### RECORDS
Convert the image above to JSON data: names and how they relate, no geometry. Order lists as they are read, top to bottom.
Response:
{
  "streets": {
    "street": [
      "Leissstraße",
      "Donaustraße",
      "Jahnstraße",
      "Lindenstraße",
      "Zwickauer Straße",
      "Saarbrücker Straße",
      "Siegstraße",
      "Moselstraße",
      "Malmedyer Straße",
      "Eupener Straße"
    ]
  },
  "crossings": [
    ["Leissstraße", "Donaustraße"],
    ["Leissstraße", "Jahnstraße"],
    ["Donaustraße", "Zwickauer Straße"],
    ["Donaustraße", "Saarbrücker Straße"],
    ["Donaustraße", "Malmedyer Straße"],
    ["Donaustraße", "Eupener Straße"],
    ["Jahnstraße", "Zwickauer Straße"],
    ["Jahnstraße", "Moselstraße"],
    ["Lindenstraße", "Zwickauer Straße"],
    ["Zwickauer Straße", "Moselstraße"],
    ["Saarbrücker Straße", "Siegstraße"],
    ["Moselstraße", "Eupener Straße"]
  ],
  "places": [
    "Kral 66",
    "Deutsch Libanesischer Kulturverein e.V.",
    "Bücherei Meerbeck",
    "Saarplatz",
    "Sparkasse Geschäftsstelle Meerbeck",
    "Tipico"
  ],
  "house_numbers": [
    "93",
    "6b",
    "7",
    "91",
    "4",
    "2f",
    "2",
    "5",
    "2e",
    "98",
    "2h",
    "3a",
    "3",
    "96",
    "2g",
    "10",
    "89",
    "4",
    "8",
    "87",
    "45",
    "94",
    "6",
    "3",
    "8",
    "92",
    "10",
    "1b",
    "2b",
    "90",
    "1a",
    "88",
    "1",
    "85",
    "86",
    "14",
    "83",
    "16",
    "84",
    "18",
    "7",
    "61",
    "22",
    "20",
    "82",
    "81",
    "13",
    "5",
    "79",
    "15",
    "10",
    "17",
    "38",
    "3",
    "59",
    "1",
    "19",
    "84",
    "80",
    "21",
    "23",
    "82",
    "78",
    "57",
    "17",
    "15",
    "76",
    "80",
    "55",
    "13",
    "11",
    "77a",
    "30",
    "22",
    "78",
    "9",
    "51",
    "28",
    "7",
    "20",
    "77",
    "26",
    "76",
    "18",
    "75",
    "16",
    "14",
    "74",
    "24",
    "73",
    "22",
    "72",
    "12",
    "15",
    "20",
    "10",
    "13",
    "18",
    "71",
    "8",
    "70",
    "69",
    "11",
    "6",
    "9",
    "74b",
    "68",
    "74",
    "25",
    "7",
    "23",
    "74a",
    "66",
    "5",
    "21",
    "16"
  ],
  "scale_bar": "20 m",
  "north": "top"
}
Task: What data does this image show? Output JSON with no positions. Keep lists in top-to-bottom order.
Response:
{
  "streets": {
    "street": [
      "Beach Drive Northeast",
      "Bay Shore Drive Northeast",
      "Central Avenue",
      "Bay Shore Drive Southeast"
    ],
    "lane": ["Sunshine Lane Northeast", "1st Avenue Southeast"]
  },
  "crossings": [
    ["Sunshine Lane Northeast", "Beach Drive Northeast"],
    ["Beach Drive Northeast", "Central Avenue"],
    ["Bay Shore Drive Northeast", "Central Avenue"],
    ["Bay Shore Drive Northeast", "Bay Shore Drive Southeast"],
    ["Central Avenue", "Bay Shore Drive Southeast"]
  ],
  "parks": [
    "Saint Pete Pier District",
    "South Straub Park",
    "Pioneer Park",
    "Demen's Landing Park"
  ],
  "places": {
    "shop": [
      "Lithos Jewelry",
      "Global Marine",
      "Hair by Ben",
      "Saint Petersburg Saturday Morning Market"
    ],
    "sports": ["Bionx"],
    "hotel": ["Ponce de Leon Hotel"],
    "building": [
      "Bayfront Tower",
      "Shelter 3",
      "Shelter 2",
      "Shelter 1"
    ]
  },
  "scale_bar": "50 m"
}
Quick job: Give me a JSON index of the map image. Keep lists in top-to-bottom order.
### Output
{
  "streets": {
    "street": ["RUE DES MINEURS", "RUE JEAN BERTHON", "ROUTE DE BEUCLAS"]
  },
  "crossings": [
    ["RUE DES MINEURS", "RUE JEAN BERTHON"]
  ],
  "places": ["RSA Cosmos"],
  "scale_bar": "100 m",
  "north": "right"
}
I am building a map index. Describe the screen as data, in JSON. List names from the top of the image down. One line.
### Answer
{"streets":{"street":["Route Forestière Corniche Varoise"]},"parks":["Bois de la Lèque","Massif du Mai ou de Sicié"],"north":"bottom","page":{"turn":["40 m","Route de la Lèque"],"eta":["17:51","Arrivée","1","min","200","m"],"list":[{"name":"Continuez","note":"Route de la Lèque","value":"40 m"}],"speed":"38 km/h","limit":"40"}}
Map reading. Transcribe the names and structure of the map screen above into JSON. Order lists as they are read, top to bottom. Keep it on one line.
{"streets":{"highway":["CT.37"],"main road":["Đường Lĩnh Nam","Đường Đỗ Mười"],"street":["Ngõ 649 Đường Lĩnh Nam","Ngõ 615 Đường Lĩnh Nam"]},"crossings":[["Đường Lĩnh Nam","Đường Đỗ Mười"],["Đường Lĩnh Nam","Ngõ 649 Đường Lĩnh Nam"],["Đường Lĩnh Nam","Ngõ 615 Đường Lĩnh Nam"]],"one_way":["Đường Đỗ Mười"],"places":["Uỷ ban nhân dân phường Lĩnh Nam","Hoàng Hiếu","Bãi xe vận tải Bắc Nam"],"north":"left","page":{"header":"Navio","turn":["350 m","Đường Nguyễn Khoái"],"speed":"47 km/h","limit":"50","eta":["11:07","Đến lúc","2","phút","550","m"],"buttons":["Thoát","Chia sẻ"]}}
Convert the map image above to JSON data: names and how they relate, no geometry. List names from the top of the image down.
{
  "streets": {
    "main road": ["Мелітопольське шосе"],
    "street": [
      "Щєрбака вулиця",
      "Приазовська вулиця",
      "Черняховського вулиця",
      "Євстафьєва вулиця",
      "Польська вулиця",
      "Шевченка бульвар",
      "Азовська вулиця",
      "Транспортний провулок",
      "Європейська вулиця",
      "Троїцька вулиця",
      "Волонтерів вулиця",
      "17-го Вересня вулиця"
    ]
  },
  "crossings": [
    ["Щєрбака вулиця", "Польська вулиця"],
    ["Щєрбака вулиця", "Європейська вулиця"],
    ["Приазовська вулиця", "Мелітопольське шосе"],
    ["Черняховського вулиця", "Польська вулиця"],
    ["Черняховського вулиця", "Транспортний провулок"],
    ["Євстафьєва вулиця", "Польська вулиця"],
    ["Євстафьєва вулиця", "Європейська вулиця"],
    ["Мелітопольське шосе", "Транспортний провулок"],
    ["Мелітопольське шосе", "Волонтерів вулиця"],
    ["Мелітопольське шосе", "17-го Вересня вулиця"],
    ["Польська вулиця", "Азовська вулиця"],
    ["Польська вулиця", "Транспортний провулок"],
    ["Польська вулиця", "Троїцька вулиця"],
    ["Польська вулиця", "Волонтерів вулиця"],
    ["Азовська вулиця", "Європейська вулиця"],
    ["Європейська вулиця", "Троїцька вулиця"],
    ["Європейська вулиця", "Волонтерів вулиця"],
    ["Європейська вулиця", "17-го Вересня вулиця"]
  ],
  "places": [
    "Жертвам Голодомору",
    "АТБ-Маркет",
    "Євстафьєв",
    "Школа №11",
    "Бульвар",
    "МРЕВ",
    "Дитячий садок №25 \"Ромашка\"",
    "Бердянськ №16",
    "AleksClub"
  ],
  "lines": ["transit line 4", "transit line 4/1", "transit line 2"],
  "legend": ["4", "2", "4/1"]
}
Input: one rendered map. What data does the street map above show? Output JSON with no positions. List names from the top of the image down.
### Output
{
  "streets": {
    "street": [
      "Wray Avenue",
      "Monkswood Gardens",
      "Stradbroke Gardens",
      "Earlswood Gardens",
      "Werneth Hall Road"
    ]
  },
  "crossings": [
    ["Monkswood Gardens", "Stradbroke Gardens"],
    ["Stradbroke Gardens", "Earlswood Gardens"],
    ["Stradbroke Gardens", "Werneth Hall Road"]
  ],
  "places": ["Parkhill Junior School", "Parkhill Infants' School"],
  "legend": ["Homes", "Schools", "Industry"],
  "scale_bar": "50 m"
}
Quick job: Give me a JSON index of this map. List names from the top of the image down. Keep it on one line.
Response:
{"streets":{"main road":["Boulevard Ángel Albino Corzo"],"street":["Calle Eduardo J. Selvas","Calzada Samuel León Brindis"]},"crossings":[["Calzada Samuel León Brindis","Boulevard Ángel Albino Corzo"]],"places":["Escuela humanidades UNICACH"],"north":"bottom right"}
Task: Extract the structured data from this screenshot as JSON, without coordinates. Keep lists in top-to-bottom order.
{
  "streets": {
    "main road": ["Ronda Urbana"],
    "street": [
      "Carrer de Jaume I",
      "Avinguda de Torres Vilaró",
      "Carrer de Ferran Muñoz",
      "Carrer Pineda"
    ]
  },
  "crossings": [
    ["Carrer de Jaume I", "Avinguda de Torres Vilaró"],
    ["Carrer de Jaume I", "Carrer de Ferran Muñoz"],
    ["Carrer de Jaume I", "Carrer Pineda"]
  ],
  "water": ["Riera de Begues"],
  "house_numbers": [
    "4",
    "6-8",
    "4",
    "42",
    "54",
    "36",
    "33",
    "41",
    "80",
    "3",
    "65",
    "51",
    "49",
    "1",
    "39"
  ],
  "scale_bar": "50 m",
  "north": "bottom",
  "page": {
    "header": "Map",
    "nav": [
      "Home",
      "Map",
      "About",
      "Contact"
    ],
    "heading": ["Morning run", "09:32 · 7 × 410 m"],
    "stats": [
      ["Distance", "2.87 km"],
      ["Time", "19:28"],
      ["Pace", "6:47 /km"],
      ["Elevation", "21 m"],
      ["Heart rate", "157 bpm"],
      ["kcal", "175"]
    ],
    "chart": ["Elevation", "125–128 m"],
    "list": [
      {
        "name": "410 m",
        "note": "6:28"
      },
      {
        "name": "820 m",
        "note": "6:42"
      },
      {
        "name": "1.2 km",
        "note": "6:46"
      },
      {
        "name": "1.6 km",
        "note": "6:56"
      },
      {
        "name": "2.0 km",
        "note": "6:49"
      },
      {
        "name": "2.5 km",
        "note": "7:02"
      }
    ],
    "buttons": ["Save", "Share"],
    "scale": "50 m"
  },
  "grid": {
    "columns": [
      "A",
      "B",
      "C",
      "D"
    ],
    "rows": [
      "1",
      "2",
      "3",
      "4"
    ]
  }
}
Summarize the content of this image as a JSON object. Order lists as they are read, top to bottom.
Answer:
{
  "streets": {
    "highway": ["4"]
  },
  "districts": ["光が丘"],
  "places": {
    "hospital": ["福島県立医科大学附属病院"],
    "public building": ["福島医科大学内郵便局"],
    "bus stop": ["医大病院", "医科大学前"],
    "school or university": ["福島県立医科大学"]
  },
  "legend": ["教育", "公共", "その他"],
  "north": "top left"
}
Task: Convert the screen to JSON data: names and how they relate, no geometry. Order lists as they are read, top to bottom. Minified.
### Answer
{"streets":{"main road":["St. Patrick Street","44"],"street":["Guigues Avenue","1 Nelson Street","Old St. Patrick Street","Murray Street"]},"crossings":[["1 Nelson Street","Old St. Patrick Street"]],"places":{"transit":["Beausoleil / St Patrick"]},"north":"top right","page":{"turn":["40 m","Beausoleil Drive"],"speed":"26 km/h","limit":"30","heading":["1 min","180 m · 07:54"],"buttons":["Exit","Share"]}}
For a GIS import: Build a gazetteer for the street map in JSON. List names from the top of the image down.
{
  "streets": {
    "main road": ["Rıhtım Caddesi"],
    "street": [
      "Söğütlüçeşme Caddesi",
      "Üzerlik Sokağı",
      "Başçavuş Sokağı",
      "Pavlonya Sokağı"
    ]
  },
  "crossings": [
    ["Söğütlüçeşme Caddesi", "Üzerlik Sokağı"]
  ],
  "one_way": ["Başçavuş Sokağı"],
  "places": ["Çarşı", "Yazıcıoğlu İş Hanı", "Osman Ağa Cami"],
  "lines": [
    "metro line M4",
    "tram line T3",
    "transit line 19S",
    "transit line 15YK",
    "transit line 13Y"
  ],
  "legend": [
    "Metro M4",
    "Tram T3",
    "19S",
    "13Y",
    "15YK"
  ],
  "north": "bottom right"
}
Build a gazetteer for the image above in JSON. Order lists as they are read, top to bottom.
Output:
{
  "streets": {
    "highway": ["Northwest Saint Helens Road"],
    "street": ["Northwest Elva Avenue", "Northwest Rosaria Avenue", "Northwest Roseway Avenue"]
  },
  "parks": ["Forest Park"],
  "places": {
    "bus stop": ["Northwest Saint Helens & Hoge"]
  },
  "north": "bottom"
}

### ACTION ITEM
Reply with exactly the lines from the one containing "Build a gazetteer for the image" to the last line of the material, inclusive, and with nothing more.

### WORKED SOLUTION
Build a gazetteer for the image above in JSON. Order lists as they are read, top to bottom.
Output:
{
  "streets": {
    "highway": ["Northwest Saint Helens Road"],
    "street": ["Northwest Elva Avenue", "Northwest Rosaria Avenue", "Northwest Roseway Avenue"]
  },
  "parks": ["Forest Park"],
  "places": {
    "bus stop": ["Northwest Saint Helens & Hoge"]
  },
  "north": "bottom"
}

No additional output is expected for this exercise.